Which lines of the entries below run from the one holding "height:12px; margin:-6px; padding:0" to the one holding "translate:-50% -50%; white-space:nowrap;", inclusive? Set down exactly those lines and no others.

(Data items)
Segment Open
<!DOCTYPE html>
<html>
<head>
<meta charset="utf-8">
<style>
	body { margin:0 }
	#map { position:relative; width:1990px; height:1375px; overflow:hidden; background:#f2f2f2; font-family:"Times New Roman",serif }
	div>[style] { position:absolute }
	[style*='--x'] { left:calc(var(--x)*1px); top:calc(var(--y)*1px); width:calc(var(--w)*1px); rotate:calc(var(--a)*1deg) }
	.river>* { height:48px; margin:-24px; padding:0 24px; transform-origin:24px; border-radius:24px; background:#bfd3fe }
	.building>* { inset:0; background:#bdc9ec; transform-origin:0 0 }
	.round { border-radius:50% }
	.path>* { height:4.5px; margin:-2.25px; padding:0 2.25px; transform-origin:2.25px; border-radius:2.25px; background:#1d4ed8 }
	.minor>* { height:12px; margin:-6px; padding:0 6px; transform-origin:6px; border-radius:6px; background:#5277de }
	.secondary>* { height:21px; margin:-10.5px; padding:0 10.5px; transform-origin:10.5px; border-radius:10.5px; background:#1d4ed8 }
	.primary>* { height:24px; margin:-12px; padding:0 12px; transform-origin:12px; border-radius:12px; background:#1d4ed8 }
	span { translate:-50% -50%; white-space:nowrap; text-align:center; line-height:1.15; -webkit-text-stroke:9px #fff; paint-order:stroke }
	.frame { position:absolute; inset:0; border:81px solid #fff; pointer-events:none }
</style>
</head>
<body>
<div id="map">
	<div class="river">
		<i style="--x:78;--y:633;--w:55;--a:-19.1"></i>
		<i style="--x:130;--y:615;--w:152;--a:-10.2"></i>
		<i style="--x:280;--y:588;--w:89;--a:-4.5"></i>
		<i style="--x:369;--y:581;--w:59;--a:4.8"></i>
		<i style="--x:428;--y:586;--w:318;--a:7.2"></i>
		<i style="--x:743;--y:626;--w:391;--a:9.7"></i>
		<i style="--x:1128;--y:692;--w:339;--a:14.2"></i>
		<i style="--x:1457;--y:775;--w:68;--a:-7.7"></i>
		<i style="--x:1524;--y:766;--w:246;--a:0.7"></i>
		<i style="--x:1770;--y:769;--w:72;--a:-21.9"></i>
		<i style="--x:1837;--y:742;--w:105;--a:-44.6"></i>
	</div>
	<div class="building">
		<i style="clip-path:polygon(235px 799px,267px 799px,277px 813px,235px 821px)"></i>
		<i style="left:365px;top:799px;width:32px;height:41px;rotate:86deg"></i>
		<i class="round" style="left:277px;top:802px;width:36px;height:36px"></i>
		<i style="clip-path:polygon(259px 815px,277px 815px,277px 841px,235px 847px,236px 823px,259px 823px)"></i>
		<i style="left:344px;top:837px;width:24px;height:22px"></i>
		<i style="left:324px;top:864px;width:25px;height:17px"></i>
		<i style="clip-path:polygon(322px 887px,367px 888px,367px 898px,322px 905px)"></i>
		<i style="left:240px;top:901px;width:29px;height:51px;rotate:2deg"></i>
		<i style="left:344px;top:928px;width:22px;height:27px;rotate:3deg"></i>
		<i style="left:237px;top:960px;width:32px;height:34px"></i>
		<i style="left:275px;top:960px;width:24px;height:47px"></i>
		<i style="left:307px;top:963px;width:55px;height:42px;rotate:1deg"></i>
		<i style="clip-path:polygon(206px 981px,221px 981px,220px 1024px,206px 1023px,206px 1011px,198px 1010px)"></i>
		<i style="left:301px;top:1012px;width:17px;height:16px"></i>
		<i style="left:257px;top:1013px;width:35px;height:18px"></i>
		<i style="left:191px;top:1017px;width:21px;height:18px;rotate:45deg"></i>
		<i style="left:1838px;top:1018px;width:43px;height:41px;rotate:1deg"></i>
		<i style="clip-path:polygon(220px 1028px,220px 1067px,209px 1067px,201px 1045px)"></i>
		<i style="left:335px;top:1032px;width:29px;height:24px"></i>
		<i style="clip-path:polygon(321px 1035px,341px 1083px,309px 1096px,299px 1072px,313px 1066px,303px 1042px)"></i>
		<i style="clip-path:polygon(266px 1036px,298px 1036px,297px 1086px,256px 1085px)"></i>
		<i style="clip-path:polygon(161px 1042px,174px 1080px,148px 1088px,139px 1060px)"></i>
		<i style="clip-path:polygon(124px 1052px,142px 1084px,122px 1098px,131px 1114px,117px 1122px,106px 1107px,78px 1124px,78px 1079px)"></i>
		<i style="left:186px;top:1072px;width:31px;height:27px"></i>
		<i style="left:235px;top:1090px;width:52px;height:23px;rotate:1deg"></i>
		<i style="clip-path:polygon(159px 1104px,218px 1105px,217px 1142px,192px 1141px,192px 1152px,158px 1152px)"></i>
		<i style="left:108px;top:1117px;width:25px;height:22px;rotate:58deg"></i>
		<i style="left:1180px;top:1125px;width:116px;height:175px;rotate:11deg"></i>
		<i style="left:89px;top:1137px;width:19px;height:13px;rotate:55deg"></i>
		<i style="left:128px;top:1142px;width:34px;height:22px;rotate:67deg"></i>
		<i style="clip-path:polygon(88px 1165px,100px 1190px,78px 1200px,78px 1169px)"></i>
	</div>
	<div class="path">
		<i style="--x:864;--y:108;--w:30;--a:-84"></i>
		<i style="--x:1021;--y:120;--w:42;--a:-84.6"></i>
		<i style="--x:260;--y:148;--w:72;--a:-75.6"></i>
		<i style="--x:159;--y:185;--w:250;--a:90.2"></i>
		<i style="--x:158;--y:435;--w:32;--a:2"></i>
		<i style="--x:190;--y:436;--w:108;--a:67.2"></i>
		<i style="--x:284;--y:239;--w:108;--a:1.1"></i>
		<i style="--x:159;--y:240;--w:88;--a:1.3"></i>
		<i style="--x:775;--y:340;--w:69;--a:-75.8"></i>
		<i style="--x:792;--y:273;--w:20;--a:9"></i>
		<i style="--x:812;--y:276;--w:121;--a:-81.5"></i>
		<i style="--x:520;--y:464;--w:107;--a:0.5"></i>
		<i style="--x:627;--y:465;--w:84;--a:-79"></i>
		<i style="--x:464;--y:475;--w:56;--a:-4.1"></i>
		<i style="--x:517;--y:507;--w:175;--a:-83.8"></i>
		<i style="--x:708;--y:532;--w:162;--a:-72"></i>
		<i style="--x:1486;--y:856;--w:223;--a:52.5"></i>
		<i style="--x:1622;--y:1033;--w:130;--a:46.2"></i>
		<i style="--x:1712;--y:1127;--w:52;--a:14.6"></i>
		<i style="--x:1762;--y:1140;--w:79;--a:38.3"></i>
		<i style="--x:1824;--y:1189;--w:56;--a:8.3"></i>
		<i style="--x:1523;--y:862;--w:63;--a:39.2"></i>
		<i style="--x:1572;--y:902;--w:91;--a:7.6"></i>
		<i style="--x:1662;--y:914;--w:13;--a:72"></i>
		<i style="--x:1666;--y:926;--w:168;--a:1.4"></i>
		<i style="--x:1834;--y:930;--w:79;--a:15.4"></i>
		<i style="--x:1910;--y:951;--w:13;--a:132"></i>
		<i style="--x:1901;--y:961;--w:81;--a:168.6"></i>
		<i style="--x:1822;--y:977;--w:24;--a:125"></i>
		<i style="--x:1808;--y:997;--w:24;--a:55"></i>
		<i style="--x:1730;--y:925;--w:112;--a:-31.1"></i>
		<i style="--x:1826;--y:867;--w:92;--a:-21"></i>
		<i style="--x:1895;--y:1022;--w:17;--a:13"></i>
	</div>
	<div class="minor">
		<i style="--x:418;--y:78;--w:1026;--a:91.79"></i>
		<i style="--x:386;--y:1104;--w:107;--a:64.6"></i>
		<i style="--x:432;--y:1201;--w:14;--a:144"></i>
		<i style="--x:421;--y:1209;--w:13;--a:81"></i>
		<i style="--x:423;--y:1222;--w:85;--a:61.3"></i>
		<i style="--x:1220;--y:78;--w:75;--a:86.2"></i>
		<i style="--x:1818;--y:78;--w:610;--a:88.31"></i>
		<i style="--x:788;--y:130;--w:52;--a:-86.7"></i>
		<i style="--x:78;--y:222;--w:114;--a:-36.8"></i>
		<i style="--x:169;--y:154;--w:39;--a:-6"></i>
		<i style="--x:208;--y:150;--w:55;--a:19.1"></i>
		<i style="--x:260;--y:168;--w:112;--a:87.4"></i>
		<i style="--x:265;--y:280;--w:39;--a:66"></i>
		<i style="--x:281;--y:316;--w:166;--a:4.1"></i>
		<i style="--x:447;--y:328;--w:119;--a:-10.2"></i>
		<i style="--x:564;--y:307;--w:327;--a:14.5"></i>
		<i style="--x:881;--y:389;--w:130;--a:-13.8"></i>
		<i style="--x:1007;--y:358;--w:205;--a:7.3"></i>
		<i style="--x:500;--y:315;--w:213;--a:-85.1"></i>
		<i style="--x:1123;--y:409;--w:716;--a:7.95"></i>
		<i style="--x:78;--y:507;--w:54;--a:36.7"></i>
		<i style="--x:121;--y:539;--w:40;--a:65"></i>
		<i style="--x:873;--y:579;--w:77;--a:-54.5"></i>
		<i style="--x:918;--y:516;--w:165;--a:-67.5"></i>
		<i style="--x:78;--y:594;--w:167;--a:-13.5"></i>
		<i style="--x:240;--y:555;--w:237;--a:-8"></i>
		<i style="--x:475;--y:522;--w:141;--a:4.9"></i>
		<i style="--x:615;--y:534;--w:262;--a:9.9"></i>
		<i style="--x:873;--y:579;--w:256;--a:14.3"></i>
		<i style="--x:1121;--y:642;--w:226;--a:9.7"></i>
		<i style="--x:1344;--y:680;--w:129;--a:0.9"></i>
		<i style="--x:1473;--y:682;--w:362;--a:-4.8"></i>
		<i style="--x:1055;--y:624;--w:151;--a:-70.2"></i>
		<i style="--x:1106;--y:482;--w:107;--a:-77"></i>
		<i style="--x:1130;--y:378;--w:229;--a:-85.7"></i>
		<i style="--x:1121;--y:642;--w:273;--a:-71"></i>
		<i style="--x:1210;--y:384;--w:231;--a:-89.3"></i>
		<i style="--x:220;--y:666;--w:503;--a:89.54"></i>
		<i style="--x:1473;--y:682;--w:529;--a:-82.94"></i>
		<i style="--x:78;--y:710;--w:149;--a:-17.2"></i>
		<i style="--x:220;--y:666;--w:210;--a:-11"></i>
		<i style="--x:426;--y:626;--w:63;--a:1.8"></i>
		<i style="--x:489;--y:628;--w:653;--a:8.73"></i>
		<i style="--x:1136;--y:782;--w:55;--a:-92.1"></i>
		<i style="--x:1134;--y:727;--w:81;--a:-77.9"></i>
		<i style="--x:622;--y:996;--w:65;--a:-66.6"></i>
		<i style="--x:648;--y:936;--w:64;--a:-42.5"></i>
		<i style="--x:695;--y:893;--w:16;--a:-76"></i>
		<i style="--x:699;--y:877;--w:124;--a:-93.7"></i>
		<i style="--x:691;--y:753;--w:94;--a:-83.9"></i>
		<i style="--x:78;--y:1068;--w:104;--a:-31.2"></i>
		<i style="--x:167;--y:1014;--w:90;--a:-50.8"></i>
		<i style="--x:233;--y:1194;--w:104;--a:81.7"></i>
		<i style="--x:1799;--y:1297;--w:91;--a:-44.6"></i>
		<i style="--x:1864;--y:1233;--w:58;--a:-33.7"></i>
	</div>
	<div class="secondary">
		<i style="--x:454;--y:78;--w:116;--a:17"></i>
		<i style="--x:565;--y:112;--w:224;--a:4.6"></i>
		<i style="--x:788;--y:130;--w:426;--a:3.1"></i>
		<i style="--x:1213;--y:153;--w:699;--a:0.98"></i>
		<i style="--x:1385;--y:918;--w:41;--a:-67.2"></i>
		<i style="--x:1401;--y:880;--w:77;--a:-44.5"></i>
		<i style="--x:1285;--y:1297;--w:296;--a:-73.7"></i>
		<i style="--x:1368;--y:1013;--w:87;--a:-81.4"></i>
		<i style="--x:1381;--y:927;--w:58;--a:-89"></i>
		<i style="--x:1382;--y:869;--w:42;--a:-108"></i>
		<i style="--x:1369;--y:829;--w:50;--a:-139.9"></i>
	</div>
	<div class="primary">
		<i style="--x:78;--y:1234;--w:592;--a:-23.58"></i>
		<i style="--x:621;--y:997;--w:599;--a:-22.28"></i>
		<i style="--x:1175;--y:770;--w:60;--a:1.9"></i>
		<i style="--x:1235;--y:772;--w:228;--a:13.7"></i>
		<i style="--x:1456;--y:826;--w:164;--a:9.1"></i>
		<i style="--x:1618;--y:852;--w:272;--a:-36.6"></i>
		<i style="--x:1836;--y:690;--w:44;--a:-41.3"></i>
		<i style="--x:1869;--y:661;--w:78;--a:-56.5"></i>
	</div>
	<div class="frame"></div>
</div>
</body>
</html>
Segment Closed
ANSWER SPACE »
	.minor>* { height:12px; margin:-6px; padding:0 6px; transform-origin:6px; border-radius:6px; background:#5277de }
	.secondary>* { height:21px; margin:-10.5px; padding:0 10.5px; transform-origin:10.5px; border-radius:10.5px; background:#1d4ed8 }
	.primary>* { height:24px; margin:-12px; padding:0 12px; transform-origin:12px; border-radius:12px; background:#1d4ed8 }
	span { translate:-50% -50%; white-space:nowrap; text-align:center; line-height:1.15; -webkit-text-stroke:9px #fff; paint-order:stroke }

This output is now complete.